What the task requires:
Restate the records below word for word, and omit the images they hold.

Records supplied:
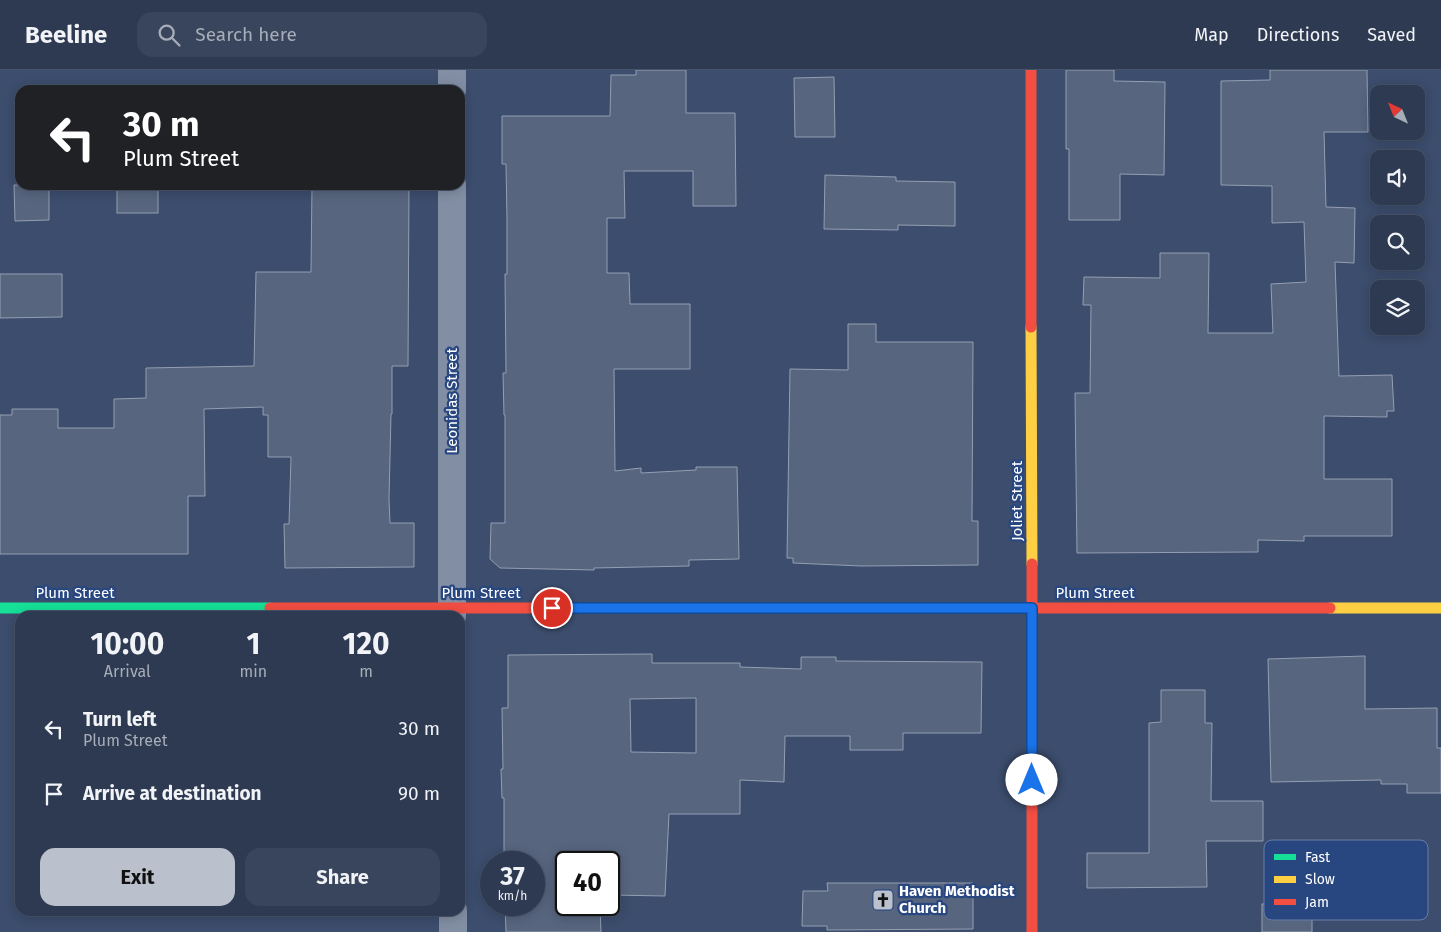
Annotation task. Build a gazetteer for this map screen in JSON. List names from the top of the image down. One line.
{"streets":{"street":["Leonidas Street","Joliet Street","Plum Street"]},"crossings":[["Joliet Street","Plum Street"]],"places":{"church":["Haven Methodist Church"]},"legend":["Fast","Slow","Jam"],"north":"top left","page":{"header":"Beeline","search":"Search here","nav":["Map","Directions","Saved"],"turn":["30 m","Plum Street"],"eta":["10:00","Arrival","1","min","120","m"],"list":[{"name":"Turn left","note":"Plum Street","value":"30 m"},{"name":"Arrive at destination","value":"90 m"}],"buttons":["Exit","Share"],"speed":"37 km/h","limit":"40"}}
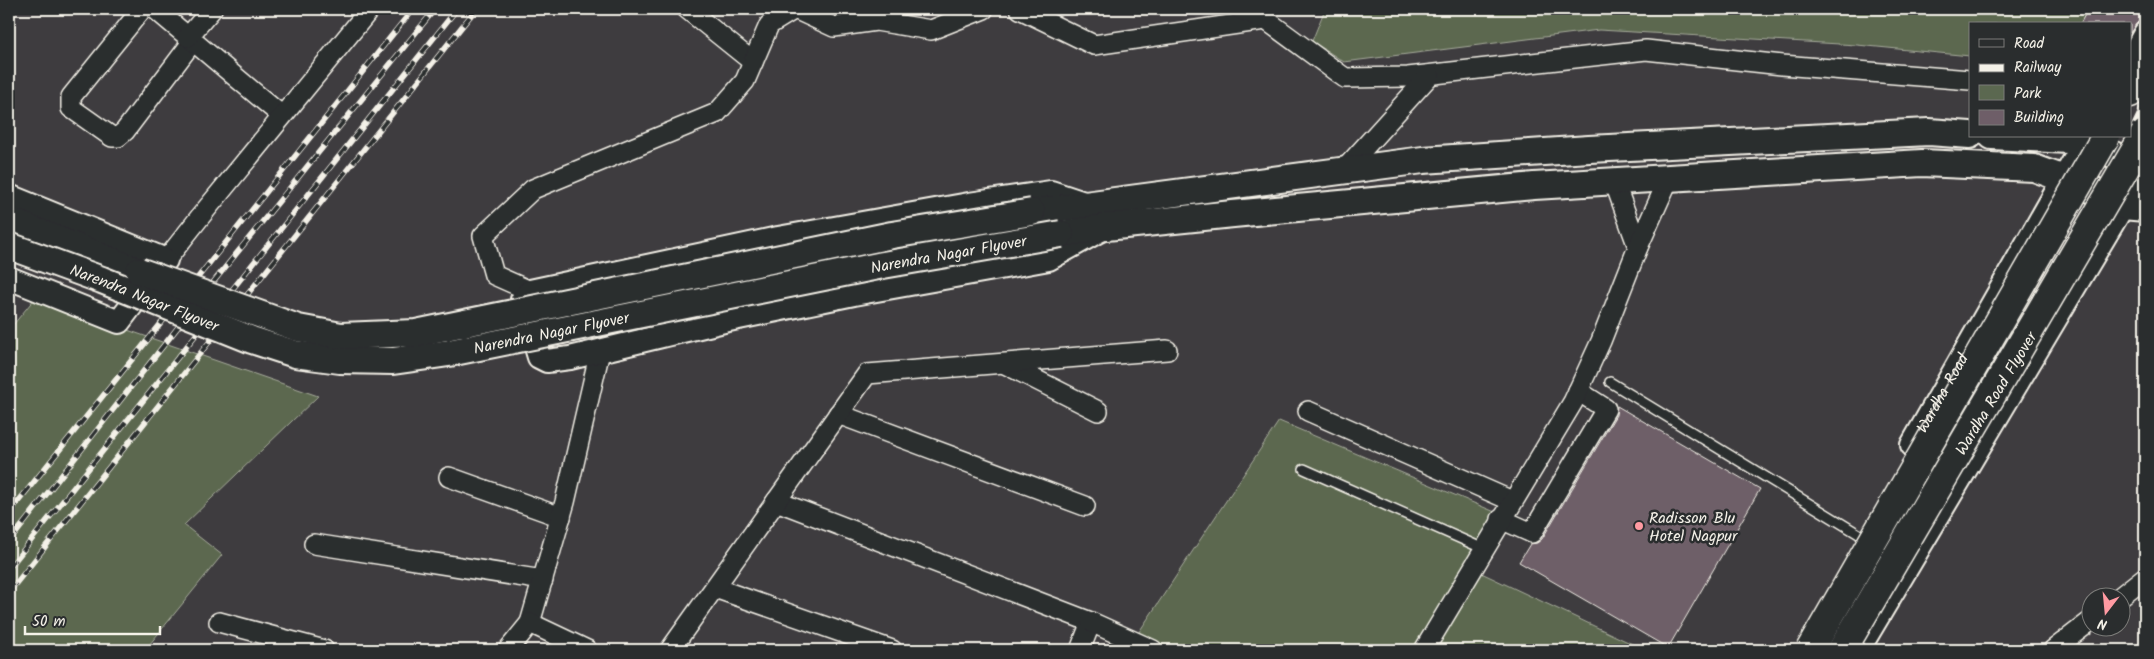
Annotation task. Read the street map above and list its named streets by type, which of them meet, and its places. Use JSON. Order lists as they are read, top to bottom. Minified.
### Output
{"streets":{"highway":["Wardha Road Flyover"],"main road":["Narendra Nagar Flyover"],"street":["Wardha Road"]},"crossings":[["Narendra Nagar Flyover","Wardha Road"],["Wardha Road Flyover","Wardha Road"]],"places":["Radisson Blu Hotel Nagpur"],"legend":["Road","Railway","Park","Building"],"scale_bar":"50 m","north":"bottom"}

Task response:
Annotation task. Build a gazetteer for this map screen in JSON. List names from the top of the image down. One line.
{"streets":{"street":["Leonidas Street","Joliet Street","Plum Street"]},"crossings":[["Joliet Street","Plum Street"]],"places":{"church":["Haven Methodist Church"]},"legend":["Fast","Slow","Jam"],"north":"top left","page":{"header":"Beeline","search":"Search here","nav":["Map","Directions","Saved"],"turn":["30 m","Plum Street"],"eta":["10:00","Arrival","1","min","120","m"],"list":[{"name":"Turn left","note":"Plum Street","value":"30 m"},{"name":"Arrive at destination","value":"90 m"}],"buttons":["Exit","Share"],"speed":"37 km/h","limit":"40"}}
Annotation task. Read the street map above and list its named streets by type, which of them meet, and its places. Use JSON. Order lists as they are read, top to bottom. Minified.
### Output
{"streets":{"highway":["Wardha Road Flyover"],"main road":["Narendra Nagar Flyover"],"street":["Wardha Road"]},"crossings":[["Narendra Nagar Flyover","Wardha Road"],["Wardha Road Flyover","Wardha Road"]],"places":["Radisson Blu Hotel Nagpur"],"legend":["Road","Railway","Park","Building"],"scale_bar":"50 m","north":"bottom"}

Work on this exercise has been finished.